第41話 筋肉聖女、友達に相談する!
アナスタシアとヨルは、受験生たちから少し離れた場所へと移動した。
そして、周囲を一通り確認してから、アナスタシアは小さな声で話し始めた。
「実は……今回の実技試験の不正の件だけど――持ちかけたのは、王家の人らしいの」
「なるほどね」
「えっ!? ヨルは驚かないの?」
「うん。上位の貴族が不正をしていたようだから、王家の人が関わっていても不思議じゃないと思っただけだよ」
「そうなんだ」
アナスタシアは少し考え込んだ。
そして、意を決して話し始めた。
「私、国王陛下に直接報告をしようと思っているの」
「でも……不正をしたのかどうか分からないのに、王族の方を疑うようなことを申し上げていいのか悩んでしまって」
「アナらしいね」
「え?」
「手続き面から考えているんだね」
ヨルは優しく笑った。
「でも、それって……アナが貴族だからじゃないかな」
「貴族……?」
「アナは小さい頃から、正しい振る舞いや、正しい手続きを教えられてきたんだよね?」
「うん」
「だから、何か問題が起きたら、まず正しい手続きで解決しようとする」
アナスタシアは黙ってヨルを見つめた。
「でもね」
ヨルは少しだけ表情を変えた。
「世の中の人が、みんなアナと同じように考えるとは限らない」
「――正しいことより、自分の利益を優先する人もたくさんいるんだ」
「……そうなのね」
「だから、物事の見方を変えてみようよ」
「見方を?」
「うん」
ヨルは、アナスタシアを真っ直ぐに見つめた。
「『どうやって、この問題を正しく解決するか』じゃなくて――」
「『どうして、その人は不正をしたくなったのか』って」
アナスタシアの瞳が大きく見開かれる。
「……そして、その不正で得をするのは誰かを考えればいいんだよ」
「!!!」
アナスタシアは、初めてそのような視点から、今回の事件を考え始めた。
ヨルはそんな彼女を見て、優しい眼差しを送る。
――アナは頭が悪いんじゃない。
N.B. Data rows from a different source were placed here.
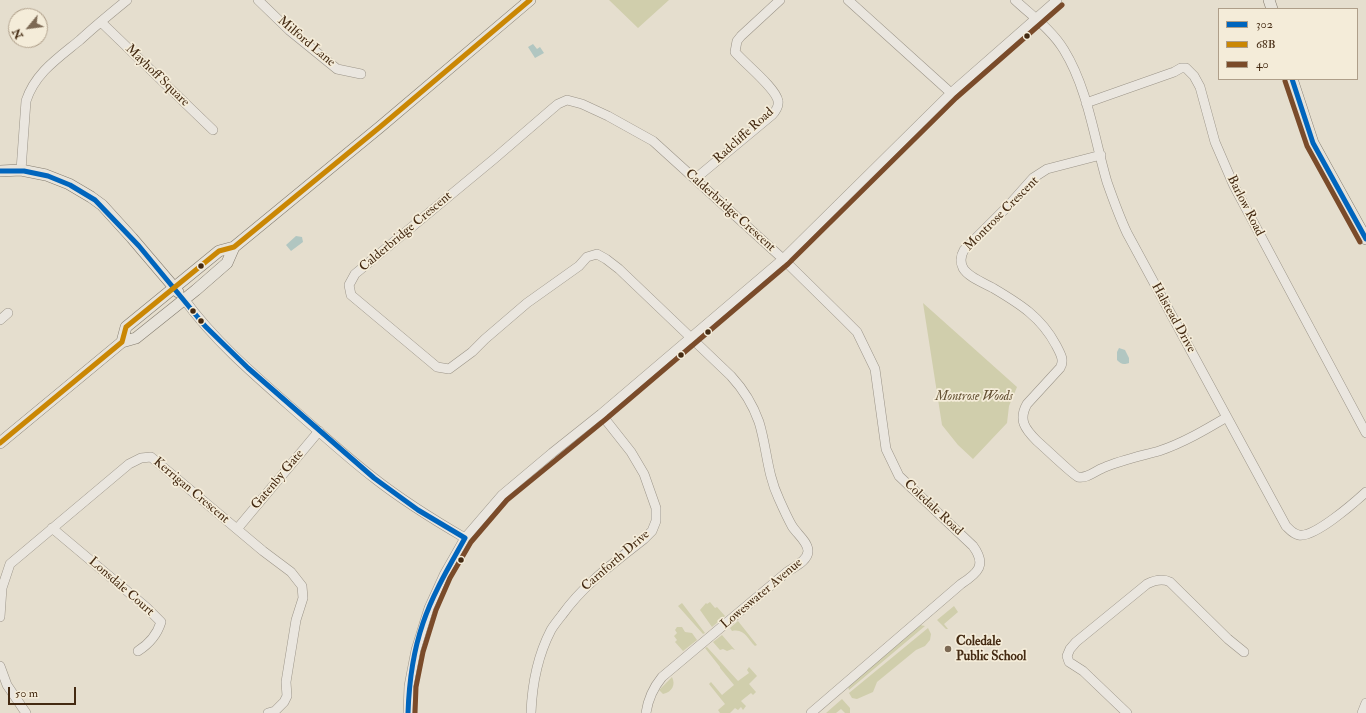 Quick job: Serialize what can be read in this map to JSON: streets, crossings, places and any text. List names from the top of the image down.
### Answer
{
  "streets": {
    "street": [
      "Milford Lane",
      "Mayhoff Square",
      "Radcliffe Road",
      "Barlow Road",
      "Calderbridge Crescent",
      "Montrose Crescent",
      "Halstead Drive",
      "Gatenby Gate",
      "Kerrigan Crescent",
      "Coledale Road",
      "Carnforth Drive",
      "Lonsdale Court",
      "Loweswater Avenue"
    ]
  },
  "crossings": [
    ["Radcliffe Road", "Calderbridge Crescent"],
    ["Barlow Road", "Halstead Drive"],
    ["Calderbridge Crescent", "Coledale Road"],
    ["Calderbridge Crescent", "Loweswater Avenue"],
    ["Montrose Crescent", "Halstead Drive"],
    ["Gatenby Gate", "Kerrigan Crescent"],
    ["Kerrigan Crescent", "Lonsdale Court"]
  ],
  "parks": ["Montrose Woods"],
  "places": ["Coledale Public School"],
  "lines": ["transit line 68B", "transit line 40", "transit line 302"],
  "legend": ["302", "68B", "40"],
  "scale_bar": "50 m",
  "north": "bottom left"
}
ただ、あまりにも純粋すぎるんだ。
アナは、恐らく筋力も魔力も、常識をはるかに超えた力を持っている。
それなのに、自分の力を誰かのために使うことしか考えていない。
だからこそ、そんな彼女を利用しようとする人間が現れるかもしれない。
――だったら、僕が支えてあげたい。
アナが困ったときには、僕が力になる!
たとえ、それがほんの小さな力だったとしても――。
ヨルは、そんなことを考えていた。